→ **Task brief**:
Tally the lines in the records underneath that contain the string "JSON", and state the figure by itself.

→ **Input material**:
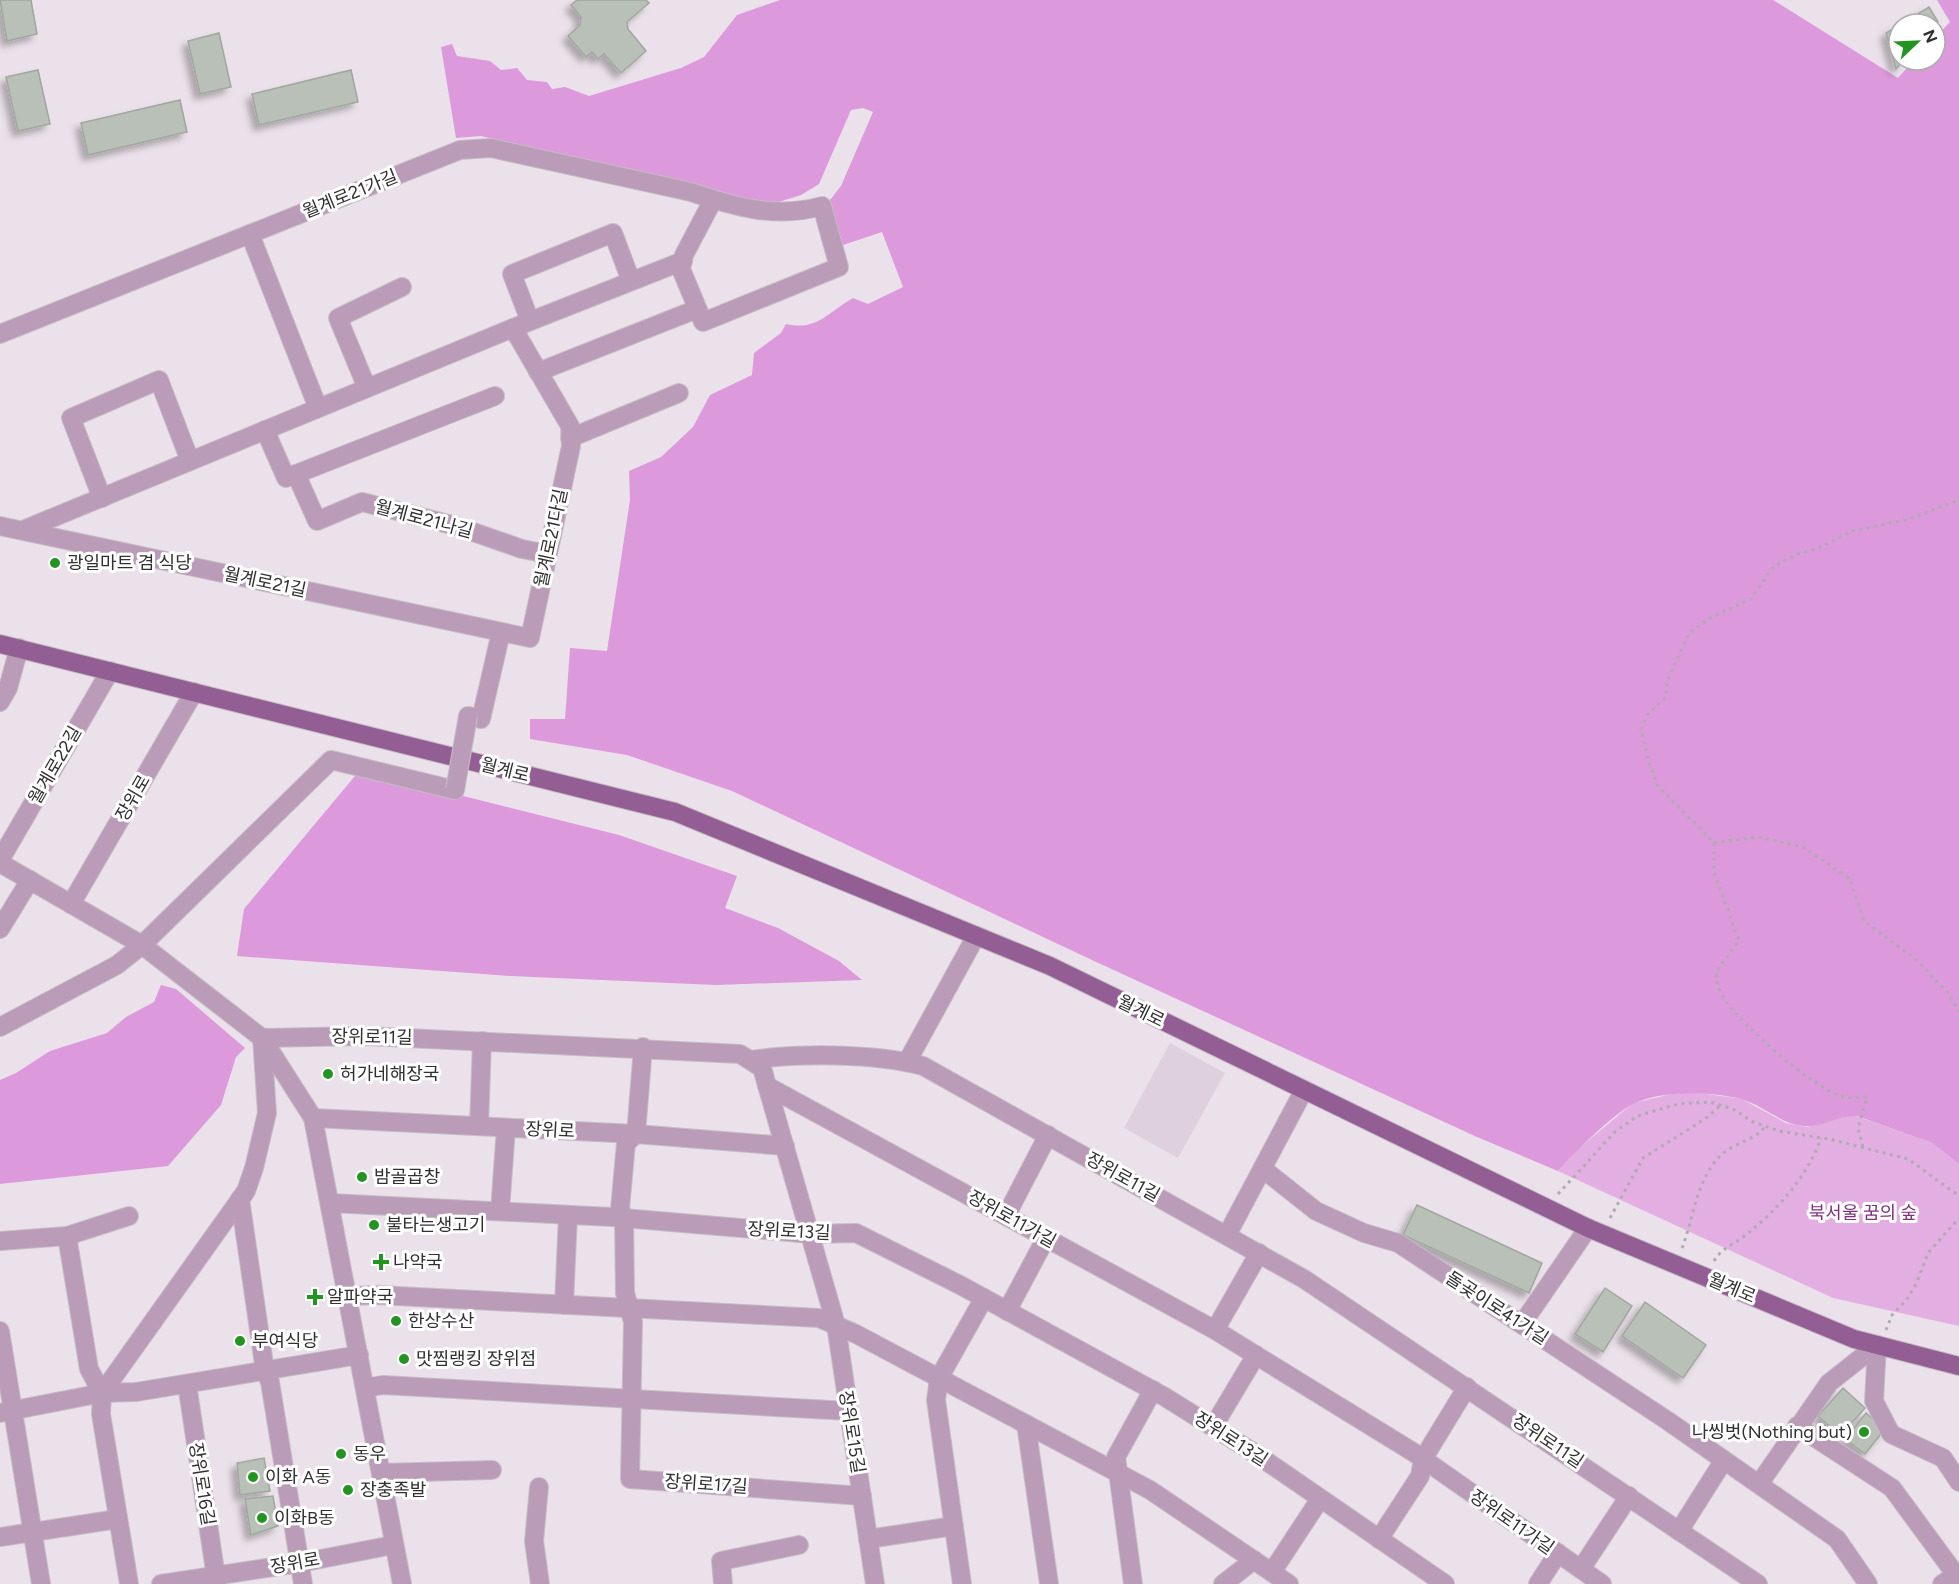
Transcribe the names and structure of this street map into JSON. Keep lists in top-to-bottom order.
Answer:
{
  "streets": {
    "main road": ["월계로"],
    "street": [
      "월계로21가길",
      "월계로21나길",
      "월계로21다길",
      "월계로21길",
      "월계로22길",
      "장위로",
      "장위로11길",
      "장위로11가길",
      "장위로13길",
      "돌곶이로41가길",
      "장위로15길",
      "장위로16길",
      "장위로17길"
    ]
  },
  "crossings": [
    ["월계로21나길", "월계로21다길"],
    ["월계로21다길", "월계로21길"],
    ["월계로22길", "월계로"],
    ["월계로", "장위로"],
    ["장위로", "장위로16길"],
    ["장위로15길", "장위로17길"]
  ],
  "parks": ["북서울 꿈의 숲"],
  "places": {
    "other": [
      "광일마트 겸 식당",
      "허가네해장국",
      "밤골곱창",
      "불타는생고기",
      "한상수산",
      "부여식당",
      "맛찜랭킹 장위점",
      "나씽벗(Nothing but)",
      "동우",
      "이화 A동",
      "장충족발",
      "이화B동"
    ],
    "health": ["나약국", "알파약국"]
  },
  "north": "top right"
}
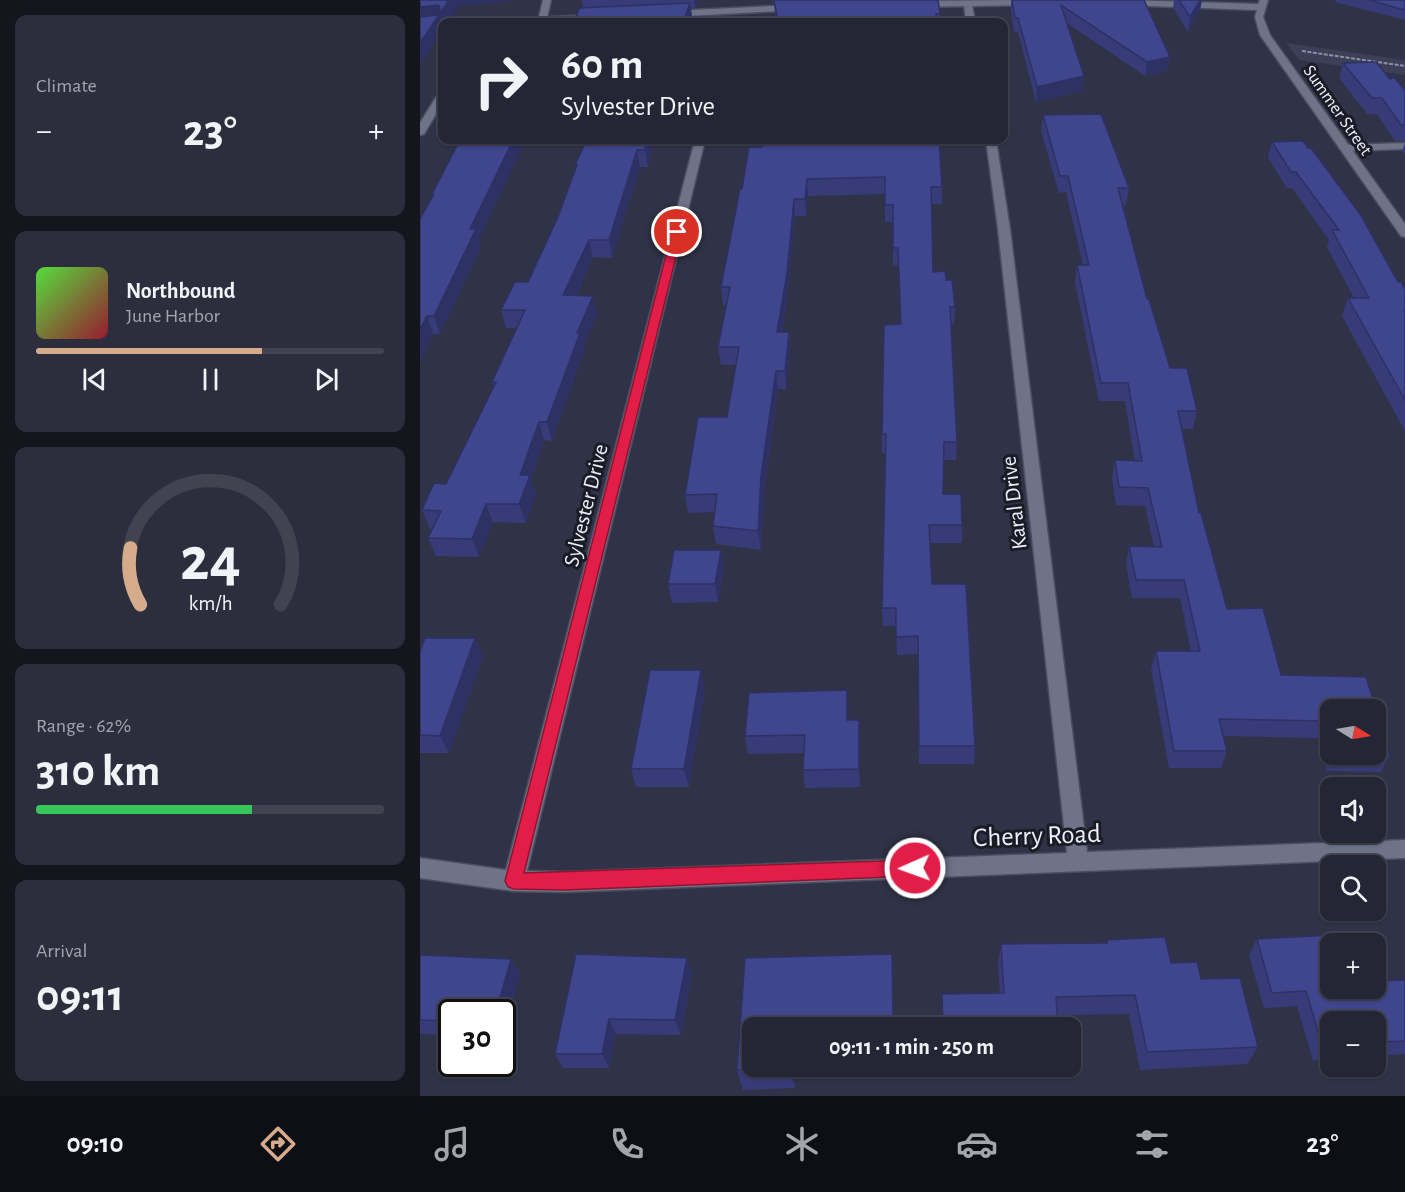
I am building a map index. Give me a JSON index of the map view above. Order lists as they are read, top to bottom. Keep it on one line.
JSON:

→ **Worked solution**:
3